SOURCE MATERIAL:
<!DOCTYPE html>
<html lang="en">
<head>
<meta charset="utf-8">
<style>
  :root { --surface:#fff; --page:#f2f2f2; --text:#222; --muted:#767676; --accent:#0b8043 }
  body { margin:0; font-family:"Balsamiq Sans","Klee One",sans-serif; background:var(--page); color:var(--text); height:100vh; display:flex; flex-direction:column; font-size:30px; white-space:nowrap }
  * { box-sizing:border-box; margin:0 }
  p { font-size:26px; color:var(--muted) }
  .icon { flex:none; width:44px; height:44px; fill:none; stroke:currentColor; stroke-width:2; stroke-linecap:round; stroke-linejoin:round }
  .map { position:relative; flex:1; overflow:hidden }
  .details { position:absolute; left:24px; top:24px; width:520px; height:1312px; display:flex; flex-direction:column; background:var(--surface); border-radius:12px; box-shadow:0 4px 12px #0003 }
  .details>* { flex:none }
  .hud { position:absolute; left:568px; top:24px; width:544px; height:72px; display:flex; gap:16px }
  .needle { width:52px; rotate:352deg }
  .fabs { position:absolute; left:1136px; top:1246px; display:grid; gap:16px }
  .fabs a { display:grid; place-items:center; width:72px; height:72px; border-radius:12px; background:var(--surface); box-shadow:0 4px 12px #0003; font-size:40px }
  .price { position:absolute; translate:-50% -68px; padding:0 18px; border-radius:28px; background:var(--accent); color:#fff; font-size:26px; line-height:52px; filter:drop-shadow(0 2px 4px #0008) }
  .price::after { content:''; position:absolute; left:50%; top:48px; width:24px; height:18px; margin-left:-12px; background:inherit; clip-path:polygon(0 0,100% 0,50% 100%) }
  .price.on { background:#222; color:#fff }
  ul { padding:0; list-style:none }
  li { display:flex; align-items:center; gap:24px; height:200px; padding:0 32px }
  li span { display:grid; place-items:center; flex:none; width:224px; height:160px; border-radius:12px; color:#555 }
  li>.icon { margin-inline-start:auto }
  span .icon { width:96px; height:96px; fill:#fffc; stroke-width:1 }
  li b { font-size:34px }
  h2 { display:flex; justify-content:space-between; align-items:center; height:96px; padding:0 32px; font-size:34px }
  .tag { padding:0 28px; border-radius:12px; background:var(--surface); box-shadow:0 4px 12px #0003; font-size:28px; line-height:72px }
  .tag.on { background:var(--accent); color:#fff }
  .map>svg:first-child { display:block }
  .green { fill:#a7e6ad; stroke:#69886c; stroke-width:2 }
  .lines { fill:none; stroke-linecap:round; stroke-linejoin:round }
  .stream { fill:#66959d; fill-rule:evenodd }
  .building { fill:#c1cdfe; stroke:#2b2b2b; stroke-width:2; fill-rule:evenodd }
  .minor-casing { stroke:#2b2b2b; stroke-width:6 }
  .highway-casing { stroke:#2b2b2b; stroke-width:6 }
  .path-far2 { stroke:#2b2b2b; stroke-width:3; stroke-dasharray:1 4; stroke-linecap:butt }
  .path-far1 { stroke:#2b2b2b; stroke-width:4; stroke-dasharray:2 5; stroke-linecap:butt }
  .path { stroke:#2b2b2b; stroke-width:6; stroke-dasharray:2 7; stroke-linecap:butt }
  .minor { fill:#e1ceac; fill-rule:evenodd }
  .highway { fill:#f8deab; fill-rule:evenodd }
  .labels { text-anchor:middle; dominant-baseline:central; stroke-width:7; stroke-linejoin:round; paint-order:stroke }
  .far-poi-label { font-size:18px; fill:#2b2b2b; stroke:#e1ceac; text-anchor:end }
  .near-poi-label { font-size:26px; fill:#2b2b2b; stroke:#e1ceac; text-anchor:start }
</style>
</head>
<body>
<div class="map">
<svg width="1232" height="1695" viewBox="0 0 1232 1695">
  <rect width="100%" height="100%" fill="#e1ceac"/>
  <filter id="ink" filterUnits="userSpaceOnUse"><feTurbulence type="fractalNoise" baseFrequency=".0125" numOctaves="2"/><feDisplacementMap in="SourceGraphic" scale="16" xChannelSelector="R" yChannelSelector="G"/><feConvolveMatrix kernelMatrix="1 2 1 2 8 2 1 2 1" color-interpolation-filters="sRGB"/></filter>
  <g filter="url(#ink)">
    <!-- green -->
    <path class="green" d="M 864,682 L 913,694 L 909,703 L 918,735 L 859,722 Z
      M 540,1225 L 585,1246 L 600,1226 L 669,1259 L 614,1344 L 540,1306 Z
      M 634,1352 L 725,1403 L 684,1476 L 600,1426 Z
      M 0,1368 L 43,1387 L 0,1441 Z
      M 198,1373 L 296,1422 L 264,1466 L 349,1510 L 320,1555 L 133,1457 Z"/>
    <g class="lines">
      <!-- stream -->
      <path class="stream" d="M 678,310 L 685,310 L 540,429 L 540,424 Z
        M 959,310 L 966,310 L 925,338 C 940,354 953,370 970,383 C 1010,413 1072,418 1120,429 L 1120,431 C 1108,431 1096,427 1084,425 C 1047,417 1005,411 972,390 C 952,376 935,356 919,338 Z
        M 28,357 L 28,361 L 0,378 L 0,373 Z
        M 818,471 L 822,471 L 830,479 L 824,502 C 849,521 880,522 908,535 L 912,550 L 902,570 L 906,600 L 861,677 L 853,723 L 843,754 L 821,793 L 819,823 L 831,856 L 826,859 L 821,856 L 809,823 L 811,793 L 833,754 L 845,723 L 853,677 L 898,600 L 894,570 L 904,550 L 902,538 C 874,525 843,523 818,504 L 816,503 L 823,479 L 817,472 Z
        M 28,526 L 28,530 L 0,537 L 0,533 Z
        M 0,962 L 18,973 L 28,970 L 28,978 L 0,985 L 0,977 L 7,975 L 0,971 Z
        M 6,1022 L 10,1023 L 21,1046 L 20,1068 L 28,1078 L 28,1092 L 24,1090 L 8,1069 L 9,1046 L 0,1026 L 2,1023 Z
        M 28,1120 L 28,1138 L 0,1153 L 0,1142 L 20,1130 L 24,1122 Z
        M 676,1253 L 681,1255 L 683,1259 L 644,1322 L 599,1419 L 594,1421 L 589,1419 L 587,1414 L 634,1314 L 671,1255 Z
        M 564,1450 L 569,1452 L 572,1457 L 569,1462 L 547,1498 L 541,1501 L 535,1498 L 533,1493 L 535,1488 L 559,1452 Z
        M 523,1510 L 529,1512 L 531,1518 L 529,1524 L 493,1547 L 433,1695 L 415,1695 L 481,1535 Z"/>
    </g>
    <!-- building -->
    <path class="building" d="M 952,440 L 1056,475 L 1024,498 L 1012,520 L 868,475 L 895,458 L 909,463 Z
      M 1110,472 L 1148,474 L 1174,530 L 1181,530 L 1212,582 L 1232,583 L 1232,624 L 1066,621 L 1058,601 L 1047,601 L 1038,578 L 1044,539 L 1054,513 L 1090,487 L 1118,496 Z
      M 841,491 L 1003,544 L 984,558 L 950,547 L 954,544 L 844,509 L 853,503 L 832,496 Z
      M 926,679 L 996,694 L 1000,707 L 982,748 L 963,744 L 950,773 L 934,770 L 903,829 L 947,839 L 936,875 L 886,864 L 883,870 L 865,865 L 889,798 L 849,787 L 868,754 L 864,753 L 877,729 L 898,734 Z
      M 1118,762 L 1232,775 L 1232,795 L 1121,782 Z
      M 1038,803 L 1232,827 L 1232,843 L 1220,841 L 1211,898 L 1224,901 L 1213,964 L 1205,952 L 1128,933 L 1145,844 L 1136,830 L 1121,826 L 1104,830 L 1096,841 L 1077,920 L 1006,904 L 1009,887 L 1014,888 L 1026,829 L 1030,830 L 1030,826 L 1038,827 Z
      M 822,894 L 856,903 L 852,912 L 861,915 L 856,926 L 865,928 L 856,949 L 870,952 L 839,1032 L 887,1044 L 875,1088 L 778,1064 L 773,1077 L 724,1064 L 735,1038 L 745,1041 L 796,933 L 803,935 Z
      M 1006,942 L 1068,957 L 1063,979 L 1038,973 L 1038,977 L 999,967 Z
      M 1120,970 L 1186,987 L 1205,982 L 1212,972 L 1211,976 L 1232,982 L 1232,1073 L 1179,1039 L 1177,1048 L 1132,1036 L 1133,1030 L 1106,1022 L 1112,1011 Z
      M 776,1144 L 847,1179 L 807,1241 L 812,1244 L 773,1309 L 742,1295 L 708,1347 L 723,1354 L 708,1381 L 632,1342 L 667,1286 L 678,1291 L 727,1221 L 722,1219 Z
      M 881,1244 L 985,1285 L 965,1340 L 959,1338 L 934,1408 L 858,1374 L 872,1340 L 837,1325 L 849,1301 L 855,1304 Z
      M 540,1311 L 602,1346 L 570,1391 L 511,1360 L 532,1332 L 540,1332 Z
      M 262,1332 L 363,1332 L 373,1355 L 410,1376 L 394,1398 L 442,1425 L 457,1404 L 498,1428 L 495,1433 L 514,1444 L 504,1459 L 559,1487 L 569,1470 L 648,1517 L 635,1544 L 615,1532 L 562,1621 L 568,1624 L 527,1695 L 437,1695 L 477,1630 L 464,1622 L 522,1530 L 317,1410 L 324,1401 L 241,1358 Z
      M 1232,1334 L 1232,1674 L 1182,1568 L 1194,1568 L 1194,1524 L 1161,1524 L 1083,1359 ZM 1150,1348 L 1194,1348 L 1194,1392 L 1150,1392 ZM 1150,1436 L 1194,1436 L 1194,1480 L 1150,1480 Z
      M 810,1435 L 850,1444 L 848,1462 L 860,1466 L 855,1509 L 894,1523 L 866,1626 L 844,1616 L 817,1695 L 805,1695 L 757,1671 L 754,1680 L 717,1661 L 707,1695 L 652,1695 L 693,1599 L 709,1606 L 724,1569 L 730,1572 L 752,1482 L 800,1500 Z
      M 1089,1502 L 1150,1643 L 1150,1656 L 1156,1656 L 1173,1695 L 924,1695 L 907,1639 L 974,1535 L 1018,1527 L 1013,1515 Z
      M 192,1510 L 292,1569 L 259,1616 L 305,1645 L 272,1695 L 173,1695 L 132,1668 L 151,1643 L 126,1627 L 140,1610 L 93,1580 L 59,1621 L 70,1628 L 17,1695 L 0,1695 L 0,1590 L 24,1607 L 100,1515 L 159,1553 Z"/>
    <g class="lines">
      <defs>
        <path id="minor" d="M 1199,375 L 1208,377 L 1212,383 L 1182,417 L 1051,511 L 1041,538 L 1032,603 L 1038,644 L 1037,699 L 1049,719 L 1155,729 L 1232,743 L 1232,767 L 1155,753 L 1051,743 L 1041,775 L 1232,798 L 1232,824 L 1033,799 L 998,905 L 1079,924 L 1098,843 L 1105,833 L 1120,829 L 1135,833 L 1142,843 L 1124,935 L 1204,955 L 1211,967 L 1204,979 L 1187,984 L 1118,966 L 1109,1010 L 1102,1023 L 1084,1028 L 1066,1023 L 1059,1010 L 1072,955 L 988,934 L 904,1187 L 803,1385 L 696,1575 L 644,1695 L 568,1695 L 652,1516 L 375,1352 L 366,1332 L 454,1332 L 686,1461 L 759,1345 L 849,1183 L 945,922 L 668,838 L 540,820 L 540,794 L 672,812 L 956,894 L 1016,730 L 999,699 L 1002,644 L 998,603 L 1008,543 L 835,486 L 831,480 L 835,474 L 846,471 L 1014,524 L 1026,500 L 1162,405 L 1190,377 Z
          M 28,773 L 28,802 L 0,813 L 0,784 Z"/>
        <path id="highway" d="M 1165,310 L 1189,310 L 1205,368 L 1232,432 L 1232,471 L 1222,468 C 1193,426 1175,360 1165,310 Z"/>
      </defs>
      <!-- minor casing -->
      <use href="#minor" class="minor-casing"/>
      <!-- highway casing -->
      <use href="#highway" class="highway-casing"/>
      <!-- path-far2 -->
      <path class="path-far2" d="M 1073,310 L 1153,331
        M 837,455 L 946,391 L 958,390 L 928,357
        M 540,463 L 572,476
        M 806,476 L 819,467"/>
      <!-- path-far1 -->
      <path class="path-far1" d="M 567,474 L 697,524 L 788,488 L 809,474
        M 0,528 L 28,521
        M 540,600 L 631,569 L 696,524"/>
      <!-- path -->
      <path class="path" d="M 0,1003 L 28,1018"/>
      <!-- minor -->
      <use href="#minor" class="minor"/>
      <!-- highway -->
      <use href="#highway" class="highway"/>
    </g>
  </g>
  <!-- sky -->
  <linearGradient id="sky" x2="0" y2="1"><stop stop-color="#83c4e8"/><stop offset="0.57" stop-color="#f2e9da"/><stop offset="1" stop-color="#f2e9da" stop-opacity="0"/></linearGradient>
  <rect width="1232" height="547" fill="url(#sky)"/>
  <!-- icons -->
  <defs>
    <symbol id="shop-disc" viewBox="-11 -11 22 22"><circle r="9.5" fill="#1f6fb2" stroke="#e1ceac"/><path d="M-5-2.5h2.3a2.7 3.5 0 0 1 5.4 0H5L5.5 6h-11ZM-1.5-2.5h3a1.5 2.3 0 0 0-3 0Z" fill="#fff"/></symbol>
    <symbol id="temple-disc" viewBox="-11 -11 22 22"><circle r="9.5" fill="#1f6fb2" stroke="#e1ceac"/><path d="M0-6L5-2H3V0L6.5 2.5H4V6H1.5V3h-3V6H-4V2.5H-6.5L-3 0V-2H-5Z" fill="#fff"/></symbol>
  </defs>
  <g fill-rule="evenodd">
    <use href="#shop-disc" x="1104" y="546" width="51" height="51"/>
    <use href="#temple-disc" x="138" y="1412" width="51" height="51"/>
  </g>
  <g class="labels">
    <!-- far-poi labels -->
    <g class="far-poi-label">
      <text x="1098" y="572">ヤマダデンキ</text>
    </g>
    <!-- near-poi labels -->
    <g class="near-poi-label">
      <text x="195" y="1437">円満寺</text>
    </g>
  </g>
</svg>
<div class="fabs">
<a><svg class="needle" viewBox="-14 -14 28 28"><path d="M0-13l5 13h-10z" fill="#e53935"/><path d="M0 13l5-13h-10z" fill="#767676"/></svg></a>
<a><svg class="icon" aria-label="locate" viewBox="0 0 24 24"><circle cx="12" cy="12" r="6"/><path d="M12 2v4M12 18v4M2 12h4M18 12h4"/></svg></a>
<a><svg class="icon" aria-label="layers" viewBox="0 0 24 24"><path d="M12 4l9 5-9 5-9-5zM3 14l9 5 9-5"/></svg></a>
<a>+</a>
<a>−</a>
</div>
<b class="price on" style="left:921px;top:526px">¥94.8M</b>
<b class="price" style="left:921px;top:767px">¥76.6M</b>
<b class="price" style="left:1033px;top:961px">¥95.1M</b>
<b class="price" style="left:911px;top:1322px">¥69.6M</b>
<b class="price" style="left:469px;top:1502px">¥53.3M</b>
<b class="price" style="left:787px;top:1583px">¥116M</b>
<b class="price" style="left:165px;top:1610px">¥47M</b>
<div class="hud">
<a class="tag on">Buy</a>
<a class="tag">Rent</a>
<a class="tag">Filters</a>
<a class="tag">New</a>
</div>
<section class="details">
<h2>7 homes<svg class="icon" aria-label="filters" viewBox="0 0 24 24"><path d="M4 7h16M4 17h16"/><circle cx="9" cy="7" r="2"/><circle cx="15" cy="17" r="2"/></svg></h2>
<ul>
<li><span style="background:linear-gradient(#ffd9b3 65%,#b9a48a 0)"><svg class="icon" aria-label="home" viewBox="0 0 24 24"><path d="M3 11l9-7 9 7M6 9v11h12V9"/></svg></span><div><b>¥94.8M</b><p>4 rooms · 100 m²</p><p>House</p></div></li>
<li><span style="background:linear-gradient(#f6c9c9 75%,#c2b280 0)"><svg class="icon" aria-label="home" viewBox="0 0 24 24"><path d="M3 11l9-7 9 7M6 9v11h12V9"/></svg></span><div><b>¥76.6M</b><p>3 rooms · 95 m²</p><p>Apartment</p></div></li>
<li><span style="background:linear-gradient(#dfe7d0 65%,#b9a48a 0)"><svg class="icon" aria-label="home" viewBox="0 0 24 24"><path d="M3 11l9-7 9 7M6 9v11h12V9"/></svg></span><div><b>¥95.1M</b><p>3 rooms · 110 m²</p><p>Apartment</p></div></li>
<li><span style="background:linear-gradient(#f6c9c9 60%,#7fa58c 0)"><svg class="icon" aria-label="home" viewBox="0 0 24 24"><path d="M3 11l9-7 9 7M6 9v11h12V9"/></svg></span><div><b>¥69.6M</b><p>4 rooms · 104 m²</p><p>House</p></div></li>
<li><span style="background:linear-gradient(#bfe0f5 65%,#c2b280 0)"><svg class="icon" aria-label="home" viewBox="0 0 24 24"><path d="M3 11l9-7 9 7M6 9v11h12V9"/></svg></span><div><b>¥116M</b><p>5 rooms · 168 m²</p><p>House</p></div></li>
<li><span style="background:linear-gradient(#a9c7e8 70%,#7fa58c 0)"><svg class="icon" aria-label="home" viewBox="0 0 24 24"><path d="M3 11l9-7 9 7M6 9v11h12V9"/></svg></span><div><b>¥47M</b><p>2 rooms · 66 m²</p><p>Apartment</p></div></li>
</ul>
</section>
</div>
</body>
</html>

REQUIRED ACTION: Report the number of lines in the material above that contain "linejoin". Nothing else is wanted.

TASK SOLUTION: 3